● **PROBLEM TO WORK ON**: When you reach the line containing "width:40px; border:2px solid" in the data below, begin returning lines exactly as written, and stop once the line containing "position:absolute; left:2257px; top:32px;" has been returned.

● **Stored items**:
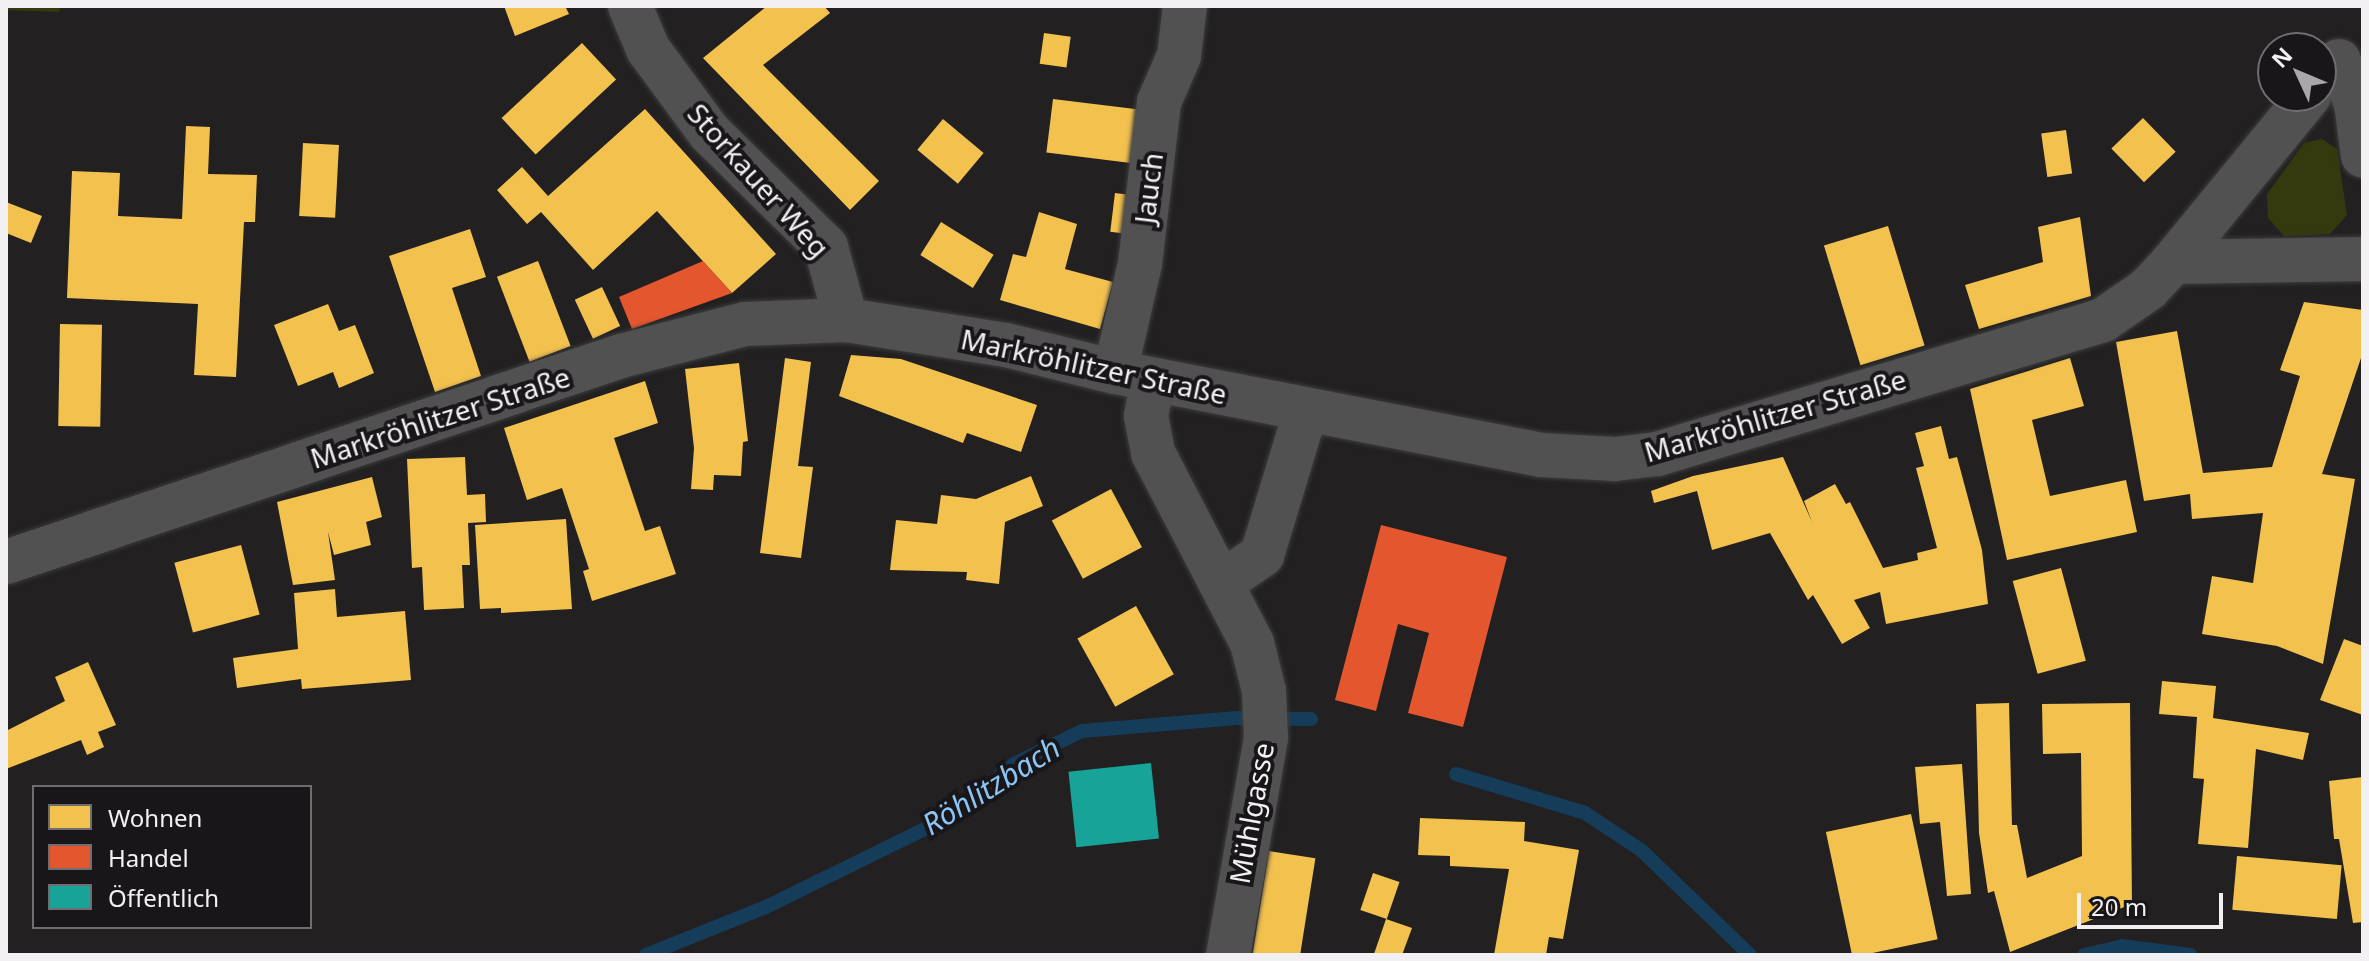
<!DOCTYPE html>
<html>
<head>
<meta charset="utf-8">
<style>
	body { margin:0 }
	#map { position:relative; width:2369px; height:961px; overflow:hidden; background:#222021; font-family:"Noto Sans",sans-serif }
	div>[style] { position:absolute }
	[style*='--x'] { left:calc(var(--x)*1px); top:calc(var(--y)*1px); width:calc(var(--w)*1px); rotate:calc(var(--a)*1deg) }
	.green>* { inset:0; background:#353a0e }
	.homes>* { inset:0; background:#f2c14e; transform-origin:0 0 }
	.shops>* { inset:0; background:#e4572e }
	.public>* { inset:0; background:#17a398; transform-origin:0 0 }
	.stream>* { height:14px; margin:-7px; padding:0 7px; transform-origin:7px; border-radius:7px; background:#153c59 }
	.roads { filter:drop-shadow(0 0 2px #3d3c3d) drop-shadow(0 0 2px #3d3c3d) }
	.street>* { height:44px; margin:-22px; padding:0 22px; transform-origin:22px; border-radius:22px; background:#525152 }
	.secondary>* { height:44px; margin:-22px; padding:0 22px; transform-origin:22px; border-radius:22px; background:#525152 }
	span { translate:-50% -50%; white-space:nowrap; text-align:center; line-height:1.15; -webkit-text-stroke:8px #191619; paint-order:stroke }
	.street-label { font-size:28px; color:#f2f0f2 }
	.water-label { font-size:30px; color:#8bc5f5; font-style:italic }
	.frame { position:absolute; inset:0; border:8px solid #f2f0f2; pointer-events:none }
	.legend { position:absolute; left:32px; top:785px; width:280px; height:144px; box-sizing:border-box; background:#191619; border:2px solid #706d70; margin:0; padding:10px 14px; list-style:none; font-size:24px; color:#f2f0f2 }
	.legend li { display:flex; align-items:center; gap:16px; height:40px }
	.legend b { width:40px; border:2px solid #706d70 }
	.north { position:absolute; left:2257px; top:32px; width:80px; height:80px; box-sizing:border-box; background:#191619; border:2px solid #706d70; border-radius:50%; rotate:314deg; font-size:22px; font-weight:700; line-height:32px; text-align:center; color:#f2f0f2 }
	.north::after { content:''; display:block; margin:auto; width:28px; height:36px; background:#a9a7a9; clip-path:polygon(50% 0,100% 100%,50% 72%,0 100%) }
	.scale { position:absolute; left:2077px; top:893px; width:146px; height:36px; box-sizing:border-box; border:4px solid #f2f0f2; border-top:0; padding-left:10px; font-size:24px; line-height:28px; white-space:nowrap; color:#f2f0f2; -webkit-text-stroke:6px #191619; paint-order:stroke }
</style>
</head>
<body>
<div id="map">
	<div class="green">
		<i style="clip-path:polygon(6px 6px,61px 6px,59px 12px,6px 10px)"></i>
		<i style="clip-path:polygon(2322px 139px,2337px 149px,2347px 215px,2330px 234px,2284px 236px,2268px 218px,2267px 194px,2304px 143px)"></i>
	</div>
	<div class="homes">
		<i style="clip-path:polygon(504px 6px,565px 6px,569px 14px,515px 36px)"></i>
		<i style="clip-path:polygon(767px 6px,824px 6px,830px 13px,763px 65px,879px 181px,850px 210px,703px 58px)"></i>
		<i style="left:1044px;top:33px;width:27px;height:31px;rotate:8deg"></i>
		<i style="left:582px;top:43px;width:50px;height:110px;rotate:47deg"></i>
		<i style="left:1053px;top:99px;width:91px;height:54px;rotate:7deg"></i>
		<i style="clip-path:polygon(645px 109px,776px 254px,732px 293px,657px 211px,593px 270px,541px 212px,527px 224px,497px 190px,522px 167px,548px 196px)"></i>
		<i style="left:2143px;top:118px;width:47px;height:44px;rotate:46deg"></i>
		<i style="left:943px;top:119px;width:53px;height:40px;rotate:40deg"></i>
		<i style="clip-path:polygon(186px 126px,210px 127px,208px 174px,257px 175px,255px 222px,244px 222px,236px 377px,194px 375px,198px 304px,67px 298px,72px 171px,120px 173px,118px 216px,182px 219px)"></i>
		<i style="left:2066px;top:130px;width:44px;height:25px;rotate:82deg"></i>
		<i style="left:303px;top:143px;width:36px;height:73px;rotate:3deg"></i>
		<i style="left:1115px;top:193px;width:16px;height:39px;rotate:7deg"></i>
		<i style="clip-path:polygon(6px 202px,42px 216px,31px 243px,6px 233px)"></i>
		<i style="clip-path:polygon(1039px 212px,1077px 224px,1065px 269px,1113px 282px,1100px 329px,1000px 300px,1013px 254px,1026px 257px)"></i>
		<i style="clip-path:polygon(2080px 217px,2091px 296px,1979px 329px,1965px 285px,2043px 262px,2038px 227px)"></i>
		<i style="left:941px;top:222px;width:62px;height:39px;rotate:32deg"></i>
		<i style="left:1888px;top:226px;width:125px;height:67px;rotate:73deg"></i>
		<i style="clip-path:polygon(470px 229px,486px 277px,452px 288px,481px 376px,435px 392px,389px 256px)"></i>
		<i style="left:538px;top:261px;width:91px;height:44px;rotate:69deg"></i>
		<i style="left:602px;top:287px;width:43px;height:30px;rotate:65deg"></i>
		<i style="clip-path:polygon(2304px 302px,2363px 310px,2363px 352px,2322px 474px,2355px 479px,2323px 664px,2277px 646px,2202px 634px,2212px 576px,2253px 583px,2263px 513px,2192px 519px,2190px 494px,2144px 501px,2116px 342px,2177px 331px,2203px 473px,2272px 467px,2300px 376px,2280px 370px)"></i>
		<i style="clip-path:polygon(328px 304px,339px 331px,355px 325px,374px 373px,339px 388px,333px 372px,298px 386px,274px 325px)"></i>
		<i style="left:60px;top:324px;width:42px;height:102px;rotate:1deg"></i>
		<i style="clip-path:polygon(851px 355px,901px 359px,1037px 405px,1021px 452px,967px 433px,963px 443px,839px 396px)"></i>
		<i style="clip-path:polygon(785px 358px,811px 362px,798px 466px,813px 467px,801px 558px,760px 553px)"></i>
		<i style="clip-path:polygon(2070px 358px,2084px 406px,2032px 420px,2050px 496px,2126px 480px,2137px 532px,2007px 560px,1970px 389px)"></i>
		<i style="clip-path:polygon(739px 363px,748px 441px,743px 442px,741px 476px,714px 475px,713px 490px,691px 489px,694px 448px,685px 369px)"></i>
		<i style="clip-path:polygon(645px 381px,658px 423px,614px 438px,645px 531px,660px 526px,676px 574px,592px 601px,583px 571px,589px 569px,562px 488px,527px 500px,504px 428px)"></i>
		<i style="clip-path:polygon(1941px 426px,1949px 459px,1957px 457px,1982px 550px,1988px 604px,1886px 624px,1880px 592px,1854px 600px,1870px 628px,1842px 644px,1813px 595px,1808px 600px,1770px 533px,1712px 550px,1697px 491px,1654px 503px,1651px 491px,1693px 476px,1783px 457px,1812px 522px,1804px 501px,1835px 484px,1846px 504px,1850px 502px,1883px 568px,1918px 560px,1917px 553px,1937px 548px,1916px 468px,1924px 466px,1915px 433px)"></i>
		<i style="clip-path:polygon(465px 457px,467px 495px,485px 494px,486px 522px,468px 523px,470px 565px,462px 565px,464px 608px,424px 610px,422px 567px,412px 568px,407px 459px)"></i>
		<i style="clip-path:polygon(1031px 476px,1043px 506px,1005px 522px,999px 584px,966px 580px,967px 572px,890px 570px,896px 520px,937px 524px,941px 495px,976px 499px)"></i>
		<i style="clip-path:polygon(372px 477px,382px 517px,366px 522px,371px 545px,334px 555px,328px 532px,335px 580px,293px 585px,277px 502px)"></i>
		<i style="left:1111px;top:489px;width:66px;height:67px;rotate:62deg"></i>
		<i style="clip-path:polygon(566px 519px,572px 609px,501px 613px,501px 608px,480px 609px,475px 525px)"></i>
		<i style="left:241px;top:545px;width:72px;height:69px;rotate:75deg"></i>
		<i style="left:2061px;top:568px;width:96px;height:50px;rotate:75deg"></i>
		<i style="clip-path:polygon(335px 589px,337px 617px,405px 611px,411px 680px,302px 689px,301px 679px,237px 688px,233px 658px,298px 649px,294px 593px)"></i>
		<i style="left:1136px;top:606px;width:78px;height:67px;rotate:61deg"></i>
		<i style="clip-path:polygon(2344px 639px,2363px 646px,2363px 715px,2320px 700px)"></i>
		<i style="clip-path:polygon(88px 662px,116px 725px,98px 732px,104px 747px,87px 755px,81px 740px,6px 769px,6px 731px,65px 701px,55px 677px)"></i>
		<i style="clip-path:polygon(2162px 681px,2216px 686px,2213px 718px,2309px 733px,2303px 760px,2256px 749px,2248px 848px,2198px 844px,2204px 779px,2193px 778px,2197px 717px,2159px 714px)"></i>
		<i style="clip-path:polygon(2009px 703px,2012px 825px,2017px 825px,2027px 878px,2082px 856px,2081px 753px,2043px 754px,2042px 704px,2130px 703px,2132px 904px,2010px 952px,1994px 891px,1988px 893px,1979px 833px,1976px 704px)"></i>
		<i style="clip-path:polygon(1962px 764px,1971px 894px,1947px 896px,1940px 822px,1920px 824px,1915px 767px)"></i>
		<i style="clip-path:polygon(2363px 777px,2363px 922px,2353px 923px,2339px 839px,2334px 839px,2329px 781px)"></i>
		<i style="left:1911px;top:814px;width:128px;height:87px;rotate:78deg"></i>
		<i style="clip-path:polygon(1420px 818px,1525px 822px,1524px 841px,1579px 850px,1563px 939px,1549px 937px,1546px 955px,1494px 955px,1509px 869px,1450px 866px,1450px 856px,1418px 855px)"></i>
		<i style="left:1269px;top:851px;width:47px;height:105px;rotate:9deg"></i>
		<i style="left:2237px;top:856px;width:105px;height:54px;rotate:5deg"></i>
		<i style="left:1373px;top:873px;width:28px;height:39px;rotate:19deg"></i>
		<i style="clip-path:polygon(1386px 919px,1412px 928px,1402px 955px,1374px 954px)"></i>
	</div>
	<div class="shops">
		<i style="clip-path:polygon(703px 261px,732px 293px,632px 329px,619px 297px)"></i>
		<i style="clip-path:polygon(1381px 525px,1507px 557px,1463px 727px,1408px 713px,1429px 633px,1398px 624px,1376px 711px,1335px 700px)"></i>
	</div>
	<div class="public">
		<i style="left:1151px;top:763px;width:76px;height:83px;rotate:84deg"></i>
	</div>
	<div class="stream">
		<i style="--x:1456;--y:774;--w:135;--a:16.8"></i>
		<i style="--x:1585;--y:813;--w:67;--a:33.5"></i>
		<i style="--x:1641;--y:850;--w:151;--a:43.9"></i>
		<i style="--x:646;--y:955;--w:129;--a:-21.8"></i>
		<i style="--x:766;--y:907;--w:217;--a:-26.2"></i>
		<i style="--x:961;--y:811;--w:71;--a:-41.6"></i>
		<i style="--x:1014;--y:764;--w:76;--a:-25.9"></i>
		<i style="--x:1082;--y:731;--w:156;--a:-4.8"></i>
		<i style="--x:1237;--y:718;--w:74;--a:0.8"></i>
		<i style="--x:2084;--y:955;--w:39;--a:-13"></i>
		<i style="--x:2122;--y:946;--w:69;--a:7.5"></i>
	</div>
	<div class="roads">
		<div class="street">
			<i style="--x:630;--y:6;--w:47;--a:67.3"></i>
			<i style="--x:648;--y:49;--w:103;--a:53.7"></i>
			<i style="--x:709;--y:132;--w:164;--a:44.5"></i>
			<i style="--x:826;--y:247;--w:76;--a:74.7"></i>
			<i style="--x:1115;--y:372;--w:111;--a:-77"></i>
			<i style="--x:1140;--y:264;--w:163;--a:-83.3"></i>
			<i style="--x:1159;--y:102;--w:50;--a:-66.5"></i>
			<i style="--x:1179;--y:56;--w:50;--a:-83.2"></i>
			<i style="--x:1153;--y:380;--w:37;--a:101"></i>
			<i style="--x:1146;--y:416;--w:38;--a:79"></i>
			<i style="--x:1153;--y:453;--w:214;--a:62.5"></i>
			<i style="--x:1252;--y:643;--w:49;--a:76"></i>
			<i style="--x:1264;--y:691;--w:47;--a:87.6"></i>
			<i style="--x:1266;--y:738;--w:220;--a:99.9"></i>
			<i style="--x:1221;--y:583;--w:50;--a:-34.3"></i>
			<i style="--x:1262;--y:555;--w:152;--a:-73.1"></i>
		</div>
		<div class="secondary">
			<i style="--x:2339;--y:61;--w:45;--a:68"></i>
			<i style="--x:2356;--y:103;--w:53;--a:82.5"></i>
			<i style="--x:2173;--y:262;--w:190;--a:-0.9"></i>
			<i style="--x:6;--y:562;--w:649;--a:-18.52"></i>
			<i style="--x:621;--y:356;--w:128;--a:-14.5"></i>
			<i style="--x:745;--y:324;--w:101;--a:-2.3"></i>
			<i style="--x:846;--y:320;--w:162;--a:8.9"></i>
			<i style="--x:1006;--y:345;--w:112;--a:13.9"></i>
			<i style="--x:1115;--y:372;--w:434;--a:11"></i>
			<i style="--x:1541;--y:455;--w:74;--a:3.1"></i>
			<i style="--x:1615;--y:459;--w:42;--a:-6.8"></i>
			<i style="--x:1657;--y:454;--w:466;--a:-16.7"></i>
			<i style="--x:2103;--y:320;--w:55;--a:-34.6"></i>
			<i style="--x:2148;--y:289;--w:37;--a:-47"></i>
			<i style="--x:2173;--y:262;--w:215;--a:-50.7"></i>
		</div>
	</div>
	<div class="street-label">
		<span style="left:759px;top:180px;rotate:48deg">Storkauer Weg</span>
		<span style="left:1148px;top:188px;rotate:-83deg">Jauch</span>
		<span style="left:1094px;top:366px;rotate:12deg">Markröhlitzer Straße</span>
		<span style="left:1775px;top:415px;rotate:-16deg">Markröhlitzer Straße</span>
		<span style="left:440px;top:417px;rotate:-18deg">Markröhlitzer Straße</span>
		<span style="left:1251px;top:813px;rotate:-80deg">Mühlgasse</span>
	</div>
	<div class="water-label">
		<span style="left:991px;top:786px;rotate:-32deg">Röhlitzbach</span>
	</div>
	<div class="frame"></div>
	<ul class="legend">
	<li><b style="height:22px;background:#f2c14e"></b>Wohnen</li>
	<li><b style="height:22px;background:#e4572e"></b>Handel</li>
	<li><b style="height:22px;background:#17a398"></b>Öffentlich</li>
	</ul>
	<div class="north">N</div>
	<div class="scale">20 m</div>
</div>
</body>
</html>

● **RESPONSE**:
	.legend b { width:40px; border:2px solid #706d70 }
	.north { position:absolute; left:2257px; top:32px; width:80px; height:80px; box-sizing:border-box; background:#191619; border:2px solid #706d70; border-radius:50%; rotate:314deg; font-size:22px; font-weight:700; line-height:32px; text-align:center; color:#f2f0f2 }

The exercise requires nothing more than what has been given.